I have to get ready for orientation now.

This weekend is her first scrimmage. I hope you can make the sacrifice.

20120810

20120810

got kiddo registered for school this morning.

bitchface is driving me nuts.

from: me
to: bitchface

Here's a link to the shoes from Amazon. These are the same shoes I bought for her last year:

...

I believe she could use 3W this time around. They're $24.75. Since I'm an Amazon Prime member I get free two-day shipping, so unless you can find a better deal, I'll just get them before next Thursday.

I don't have a game schedule for her soccer, but her practice schedule will be _.

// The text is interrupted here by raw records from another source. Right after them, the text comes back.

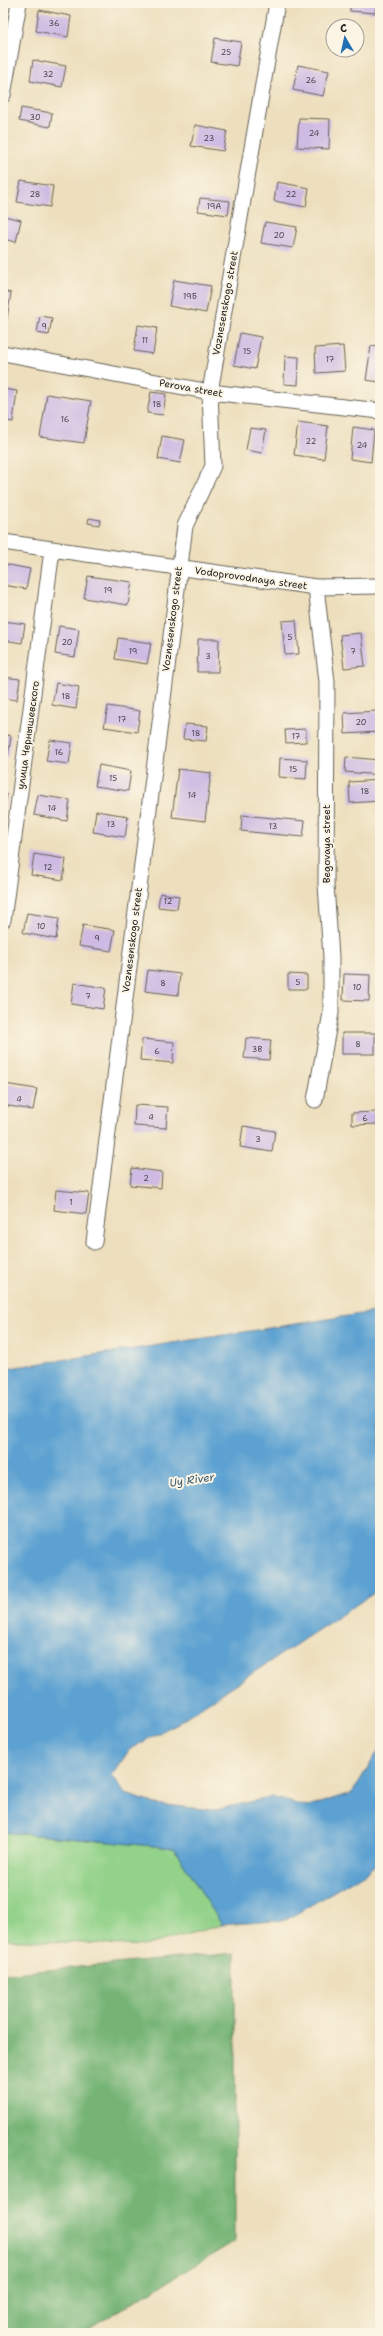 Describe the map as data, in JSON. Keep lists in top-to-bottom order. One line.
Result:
{"streets":{"street":["Voznesenskogo street","Perova street","Vodoprovodnaya street","улица Чернышевского","Begovaya street"]},"crossings":[["Voznesenskogo street","Perova street"],["Voznesenskogo street","Vodoprovodnaya street"],["Vodoprovodnaya street","улица Чернышевского"],["Vodoprovodnaya street","Begovaya street"]],"water":["Uy River"],"house_numbers":["36","25","32","26","30","24","23","28","22","19А","20","19Б","9","11","15","17","18","16","22","24","19","5","20","19","7","3","18","17","20","18","17","16","15","15","18","14","14","13","13","12","12","10","9","5","8","10","7","8","3В","6","4","4","6","3","2","1"],"north":"top"} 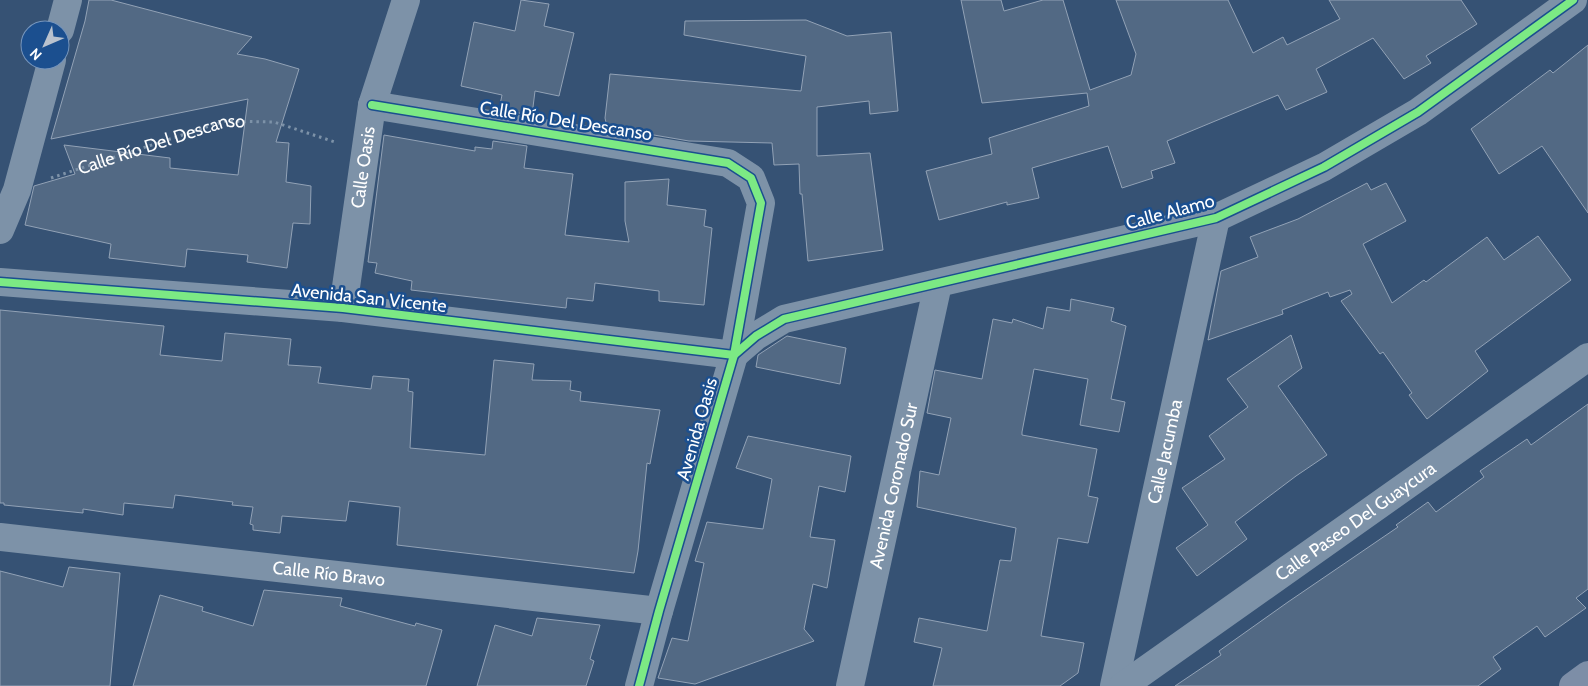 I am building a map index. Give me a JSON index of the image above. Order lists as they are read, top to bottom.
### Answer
{
  "streets": {
    "street": [
      "Calle Río Del Descanso",
      "Calle Oasis",
      "Calle Alamo",
      "Avenida San Vicente",
      "Avenida Oasis",
      "Calle Jacumba",
      "Avenida Coronado Sur",
      "Calle Paseo Del Guaycura",
      "Calle Río Bravo"
    ]
  },
  "crossings": [
    ["Calle Río Del Descanso", "Calle Oasis"],
    ["Calle Río Del Descanso", "Avenida Oasis"],
    ["Calle Oasis", "Avenida San Vicente"],
    ["Calle Alamo", "Avenida San Vicente"],
    ["Calle Alamo", "Avenida Oasis"],
    ["Calle Alamo", "Calle Jacumba"],
    ["Calle Alamo", "Avenida Coronado Sur"],
    ["Avenida San Vicente", "Avenida Oasis"],
    ["Avenida Oasis", "Calle Río Bravo"]
  ],
  "north": "bottom left"
}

She wants to do Girl Scouts as well, so the current extra-curricular list is _. No Karate this year.. I think that's enough.
I'll be registering her at 10AM today.

---

from: bitchface
to: me

Thanks for the link. I will order these as soon as I can... I have Amazon Prime so it's not a problem. I'll just have them shipped there.

As far as soccer practice-- I'm not going to take her every time she's here, so let me know as far as this month, which one is preferable for her to be at. As soon as you hear about games, let me know. . . I keep checking the _ website but it isn't there yet (way to go, guys!)--
Also, I'm supposed to have her Labor Day weekend as far as rotation, but we had her for Memorial Day. I was thinking regular Fri-Sun and she can be with you on that Monday if yall have something you're doing.

---

from: me
to: bitchface

She needs to be there. You need to get her to practice when you have her: if you can't, I will keep her on Friday evenings and we can exchange her after practice.

Thank you for taking care of the shoes. I don't mind taking Labor Day.

---

from: bitchface
to: me

I am putting 400 miles a week on my car as it is, and I don't recall there being a discussion between you and I before you signed her up for soccer. When the things she wants to do are going to be scheduled during my time with her, I need to be consulted beforehand. I think it is unfair to expect me to come get her on Friday, bring to _hometown_ for an hour on Saturdays when it takes an hour to get down there, then to bring her back home on Sunday.
I will compromise with you on it: one of the Saturdays before her games start, I will just come get her on Saturday and watch her practices-- I can even come pick her up in the morning before the practice, and she can stay later on Sundays. The other, I will meet you in _bfe_ and you can bring her back to me in _bfe_ afterwards. I do not want to cut my time with her in half, but you didn't consider that it is part of my weekend.
You are always telling me that you aren't trying to undermine my relationship with her, but this does that because it's cutting my time with her. My time is from Friday afternoon to Sunday.

I think this is a fair way to do it since I was not consulted about times which would directly impact her time with me.

---

from: me
to: bitchface

I didn't *know* what times soccer practice would be, but this is something she really wants to do. I have parental control over extracurricular activities, and she has done soccer before. I invited your mom and she watched her practice last night... she was invited to tomorrow morning's practice as well.

Moving to BFE was your choice. I am not coming to _bfe_. If you think cutting out *her* time on soccer practice is going to foster a stronger relationship between you and her, you can do so... but she is going to understand fully that this is your decision, and you will have to deal with the consequences. This is a chance for you to assess what's more important to you: miles on your car or your daughter. I have given you what I consider to be a good option, if you absolutely cannot make the drive.

Your daughter lives in _hometown_, she goes to school in _hometown_, and her activities are going to be in _hometown_.

I just wrote over $1k in checks today to get her all registered, and you have zero responsibility in that regard: the *least* you can do is support what she wants to do during your time with her. The ball is in your court.

20120806

20120806

insomnia. 2:30 am. this hasn't happened in.. years?

watched nasa land on the moon and the us chick fuck up her vault and all kinds of other shit and i'm still up and on irc.